Wasteful as it may have been, his prodigality and womanizing proclivities entertain. For the latter he was notorious. Father of a dozen bastards and no legitimate children, he was never faithful to his barren wife, but always kind, angrily rejecting suggestions that he divorce her. Charles told censorious Bishop Burnet that he was convinced God would never damn a man "for allowing himself a little pleasure." A modern point of view, and an appealing one; we find it difficult to condemn the indolent hedonism of Charles II's later years, even though it seems he allowed himself more than a little pleasure.
And Charles, like most famed debauches, repented at the end. He converted on his deathbed to Catholicism. His father had died to maintain the Anglican Church, and his successor, his brother James, would lose his throne because of his Catholicism. Charles II, unlike his brother, had realized that his public reception into the Church of Rome would be disastrous for the monarchy, England being rabidly anti-Catholic. Charles has subordinated his own religious convictions to the good of the state, until it was too late for anyone to care. Fraser's description of his deathbed conversion is the most moving chapter in the book. She abandons the contrived dramaticism of the earlier chapters; here she calmly tells us what happened and reconstructs what must have been in Charles's mind. From his point of view, this conversion was the most important decision of Charles II's life. It provides a splendid end to Fraser's not quite so splendid biography.

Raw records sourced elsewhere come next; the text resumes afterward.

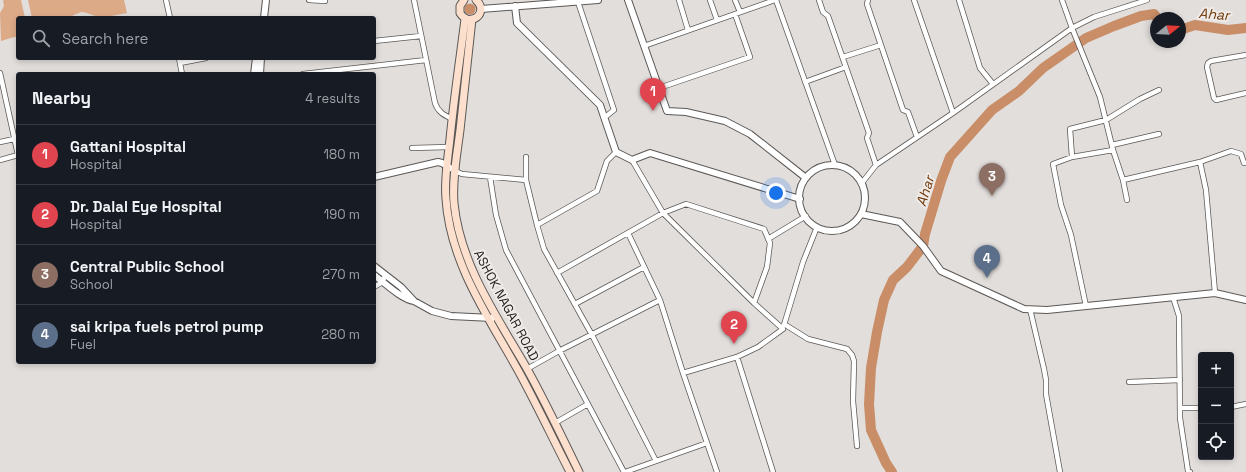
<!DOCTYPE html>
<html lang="en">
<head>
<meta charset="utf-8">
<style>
	body { margin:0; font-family:"Space Grotesk",sans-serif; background:#242831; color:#f1f3f6 }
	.controls { position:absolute; right:12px; bottom:12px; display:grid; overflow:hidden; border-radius:4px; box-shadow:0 2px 6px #0003 }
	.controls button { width:36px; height:36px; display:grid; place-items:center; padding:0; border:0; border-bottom:1px solid #363941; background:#171b24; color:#f1f3f6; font:20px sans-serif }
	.compass { position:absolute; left:1150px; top:12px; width:36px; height:36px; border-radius:50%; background:#171b24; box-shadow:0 2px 6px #0003; rotate:72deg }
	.you { position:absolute; left:776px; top:193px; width:14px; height:14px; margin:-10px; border:3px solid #fff; border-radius:50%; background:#1a73e8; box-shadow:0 0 0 6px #1a73e833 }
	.badge { display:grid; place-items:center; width:26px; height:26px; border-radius:50%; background:#d93025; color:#fff; font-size:13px; font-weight:700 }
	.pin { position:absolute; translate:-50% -33px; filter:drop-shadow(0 1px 2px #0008) }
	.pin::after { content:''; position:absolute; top:21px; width:14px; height:12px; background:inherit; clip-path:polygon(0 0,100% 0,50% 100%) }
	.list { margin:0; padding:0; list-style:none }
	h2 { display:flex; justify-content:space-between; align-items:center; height:52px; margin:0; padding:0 16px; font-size:17px }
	h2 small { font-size:13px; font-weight:400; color:#9ea1a6 }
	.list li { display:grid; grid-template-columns:26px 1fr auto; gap:12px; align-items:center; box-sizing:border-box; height:60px; padding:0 16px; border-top:1px solid #363941 }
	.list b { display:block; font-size:15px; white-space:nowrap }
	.list p { margin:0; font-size:13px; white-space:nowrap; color:#9ea1a6 }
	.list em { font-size:13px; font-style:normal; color:#9ea1a6 }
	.icon { flex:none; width:22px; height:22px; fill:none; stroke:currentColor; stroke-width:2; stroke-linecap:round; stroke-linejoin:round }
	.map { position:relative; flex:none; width:1246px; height:472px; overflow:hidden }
	.search { position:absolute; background:#171b24; box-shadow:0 2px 6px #0003; left:16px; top:16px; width:360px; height:44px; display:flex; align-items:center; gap:10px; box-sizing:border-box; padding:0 14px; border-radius:4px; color:#9ea1a6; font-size:15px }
	.panel { position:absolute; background:#171b24; box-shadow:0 2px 6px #0003; left:16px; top:72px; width:360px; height:292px; border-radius:4px }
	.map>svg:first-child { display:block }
	.green { fill:#da8 }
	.water { fill:#c98e67 }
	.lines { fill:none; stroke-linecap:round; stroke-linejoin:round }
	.river { stroke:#c98e67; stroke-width:10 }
	.minor-casing { stroke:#5b5856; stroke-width:6 }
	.tertiary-casing { stroke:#5b5856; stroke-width:8 }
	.secondary-casing { stroke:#5b5856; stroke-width:9 }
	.minor { stroke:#fff; stroke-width:4.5 }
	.tertiary { stroke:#fff; stroke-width:6 }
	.secondary { stroke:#fce0cd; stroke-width:7 }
	.labels { text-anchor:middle; stroke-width:4; stroke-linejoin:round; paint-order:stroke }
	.street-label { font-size:13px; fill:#1e1d1c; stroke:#efebe9 }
	.water-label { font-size:14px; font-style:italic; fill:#6f3707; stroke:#efebe9 }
</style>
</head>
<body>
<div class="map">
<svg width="1246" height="472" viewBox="0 0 1246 472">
	<rect width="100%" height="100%" fill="#e2dedc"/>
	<path class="green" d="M 3,0 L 21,0 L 25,18 L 18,18 L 18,36 L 1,41 L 0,13 L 4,6 Z
		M 28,0 L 124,0 L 127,13 L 101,18 L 87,13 L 82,12 L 76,14 L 68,18 L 32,18 Z"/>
	<path class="water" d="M464.5 9a5.5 5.5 0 1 1 11 0a5.5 5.5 0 1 1-11 0Z"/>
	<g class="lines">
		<path class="river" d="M 1180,30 L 1195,25 L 1228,30 L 1246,28
			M 892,472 L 886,463 L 871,430 L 869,404 L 871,368 L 877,332 L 884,300 L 893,280 L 907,267 L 923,246 L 925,234 L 941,181 L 950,157 L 992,110 L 1019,91 L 1043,68 L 1086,38 L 1114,26 L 1141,16 L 1154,14 L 1157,18"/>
		<defs>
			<path id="minor" d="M 166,0 L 170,18
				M 309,0 L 325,1
				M 414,0 L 435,103 C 438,112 444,115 452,119
				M 679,0 L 688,30
				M 710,0 L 717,20
				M 735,0 L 740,12
				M 776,0 L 835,165
				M 819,0 L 823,12 L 828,16 L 869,133 L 867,138 L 876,165
				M 868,0 L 867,4 L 903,110 L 908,112 L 917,137
				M 914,0 L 953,113
				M 959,0 L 980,68 L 993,84
				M 1062,0 L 1072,28 L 1100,97 L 1113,150 L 1123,180 L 1127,200
				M 578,2 L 614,110 L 604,118
				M 374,41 L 421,36
				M 644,46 L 775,0
				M 1246,55 L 1211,61 L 1208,63 L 1207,67 L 1214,98 L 1216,100 L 1246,93
				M 843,57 L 881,45
				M 179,58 L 182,74
				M 180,63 L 206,58
				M 0,73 L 18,155
				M 303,74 L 426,60
				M 805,82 L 846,67
				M 659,88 L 750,57 L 735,14
				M 0,142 L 14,139
				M 1112,145 L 1159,134
				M 412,148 L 449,147
				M 1072,157 L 1113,150
				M 0,160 L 18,155
				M 1200,162 L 1206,190 L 1215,293
				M 455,171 L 462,174 L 526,180 L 537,225 L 544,249 L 592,335 L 656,461
				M 490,177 L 496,215 L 506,250 L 624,472
				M 526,180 L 526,157
				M 1123,180 L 1200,162 L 1231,151 L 1241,154 L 1244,163 L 1246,163
				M 861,184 L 876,165 L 953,113 L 1072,28 L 1094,17 L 1147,0
				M 537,225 L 597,191 L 607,161 L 616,152
				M 628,233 L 660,300
				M 768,239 L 806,216
				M 557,273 L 663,213 L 686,204 L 764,229 L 770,243 L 767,267 L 754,303
				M 374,287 L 381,283 L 386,275
				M 1173,297 L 1179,316 L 1180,418 L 1188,471 L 1190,472
				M 575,304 L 644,267
				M 1086,306 L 1071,235 L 1061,205 L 1053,164 L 1072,157 L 1070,129 L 1106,120 L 1140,99 L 1159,90
				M 1030,309 L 1044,369 L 1046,380 L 1046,394 L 1060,472
				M 784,324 L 808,339 L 847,349 L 852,355 L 854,361 L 853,401 L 857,446
				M 784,325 L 803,262 L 817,227
				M 737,357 L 773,472
				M 527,369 L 559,351 L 660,300 L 683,373 L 737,357 L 758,347 L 783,329 L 754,303 L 663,213 L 632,160
				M 683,373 L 717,472
				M 1129,382 L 1180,380
				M 1231,407 L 1246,404
				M 1180,408 L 1201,408
				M 555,423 L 588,404
				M 625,472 L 707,443"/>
			<path id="tertiary" d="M 628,0 L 667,111 L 686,112 L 725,121 L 750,134 L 806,178
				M 515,6 L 517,23 L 600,105 L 616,152 L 632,160 L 650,153 L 800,199
				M 481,9 L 598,0
				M 264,18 L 266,0
				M 254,74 L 256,58
				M 260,74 L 261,58
				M799 198a33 33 0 1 1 66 0a33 33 0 1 1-66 0Z
				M 374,177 L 438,162 L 442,163 L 450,168
				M 861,214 L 900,222 L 923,246 L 941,271 L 1024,309 L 1047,310 L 1215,293 L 1246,300
				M 374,266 L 401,287 L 414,301 L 432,311 L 451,316 L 492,318
				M 374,275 C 385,283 401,299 414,301"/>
			<path id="secondary" d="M 464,0 L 460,6 L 460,13 C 470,29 490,12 476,0
				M 465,19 C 460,59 454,98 450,139 C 448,158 444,179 446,199 C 450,263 489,318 519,372 C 537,405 553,439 570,472
				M 472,19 C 468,56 464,93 460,130 C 457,154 452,179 454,203 C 460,264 496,315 526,367 C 545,401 562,437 579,472"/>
		</defs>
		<use href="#minor" class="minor-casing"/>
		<use href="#tertiary" class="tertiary-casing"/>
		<use href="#secondary" class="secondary-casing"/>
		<use href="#minor" class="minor"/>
		<use href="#tertiary" class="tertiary"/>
		<use href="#secondary" class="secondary"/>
	</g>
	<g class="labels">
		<g class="street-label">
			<text transform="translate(507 305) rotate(62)" y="5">ASHOK NAGAR ROAD</text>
		</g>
		<g class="water-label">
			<text transform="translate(1214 14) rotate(4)" y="5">Ahar</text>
			<text transform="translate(925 191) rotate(-73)" y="5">Ahar</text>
		</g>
	</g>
</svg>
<div class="controls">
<button>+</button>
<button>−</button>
<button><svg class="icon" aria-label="locate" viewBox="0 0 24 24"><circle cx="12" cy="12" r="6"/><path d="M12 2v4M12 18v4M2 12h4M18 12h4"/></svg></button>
</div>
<svg class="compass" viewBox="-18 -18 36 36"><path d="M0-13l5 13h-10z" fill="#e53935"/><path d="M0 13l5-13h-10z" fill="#9ea1a6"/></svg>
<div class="you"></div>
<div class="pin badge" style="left:653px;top:111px;background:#e0444e">1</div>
<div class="pin badge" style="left:734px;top:344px;background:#e0444e">2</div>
<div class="pin badge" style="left:992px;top:196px;background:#8d6e63">3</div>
<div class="pin badge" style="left:987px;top:278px;background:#5c6f8a">4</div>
<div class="search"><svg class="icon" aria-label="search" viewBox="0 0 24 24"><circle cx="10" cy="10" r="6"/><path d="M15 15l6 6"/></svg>Search here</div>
<section class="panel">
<h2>Nearby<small>4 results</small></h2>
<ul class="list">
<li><span class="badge" style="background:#e0444e">1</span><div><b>Gattani Hospital</b><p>Hospital</p></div><em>180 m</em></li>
<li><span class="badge" style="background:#e0444e">2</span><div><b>Dr. Dalal Eye Hospital</b><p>Hospital</p></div><em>190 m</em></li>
<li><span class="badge" style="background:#8d6e63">3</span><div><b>Central Public School</b><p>School</p></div><em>270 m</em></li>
<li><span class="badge" style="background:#5c6f8a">4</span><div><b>sai kripa fuels petrol pump</b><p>Fuel</p></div><em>280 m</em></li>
</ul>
</section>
</div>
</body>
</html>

SHE OVERWRITES frequently: one-sentence paragraphs dot the book. By the seventh or eighth time, they don't seem dramatic, just disconcerting. And she's far too fond of inserting quotations. Not quotations from contemporary sources--no one can object to those-but quotations drawn from the great literature of Western Europe. To cite Alexander Pope's description of the court of Charles II, written 50 years after Charles's death, is barely acceptable; quoting Dante on poverty to describe what Charles went through in years of exile is not. She has at least the grace to translate the Italian, which she does not do for the French scattered through the text.
This is a much better book, though, than her earlier biographies. The scholarship is considerable, but she doesn't let it impede the narrative, and though her sympathy for her subject is discernible on very page, Fraser doesn't sentimentalize the story as she did in Mary, Queen of Scots. The difference between her treatment of Mary and her great-grandson may be that Fraser identified with Mary. The earlier biography is glorificatory and sickeningly sweet. Fraser doesn't identify with Charles. She's a little bit in love with him, that's all.